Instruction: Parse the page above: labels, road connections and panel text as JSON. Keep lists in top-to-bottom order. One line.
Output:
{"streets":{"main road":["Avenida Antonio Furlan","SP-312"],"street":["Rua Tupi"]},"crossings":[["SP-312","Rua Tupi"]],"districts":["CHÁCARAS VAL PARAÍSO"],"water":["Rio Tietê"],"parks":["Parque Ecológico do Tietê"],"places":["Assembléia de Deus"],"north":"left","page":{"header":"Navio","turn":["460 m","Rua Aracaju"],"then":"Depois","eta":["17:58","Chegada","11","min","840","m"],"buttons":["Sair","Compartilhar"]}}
◇ ◇ ◇ ◇ ◇ ◇ ◇
The task: The data above must be repeated in its entirety, exactly as given.

Reply to the task:
Instruction: Parse the page above: labels, road connections and panel text as JSON. Keep lists in top-to-bottom order. One line.
Output:
{"streets":{"main road":["Avenida Antonio Furlan","SP-312"],"street":["Rua Tupi"]},"crossings":[["SP-312","Rua Tupi"]],"districts":["CHÁCARAS VAL PARAÍSO"],"water":["Rio Tietê"],"parks":["Parque Ecológico do Tietê"],"places":["Assembléia de Deus"],"north":"left","page":{"header":"Navio","turn":["460 m","Rua Aracaju"],"then":"Depois","eta":["17:58","Chegada","11","min","840","m"],"buttons":["Sair","Compartilhar"]}}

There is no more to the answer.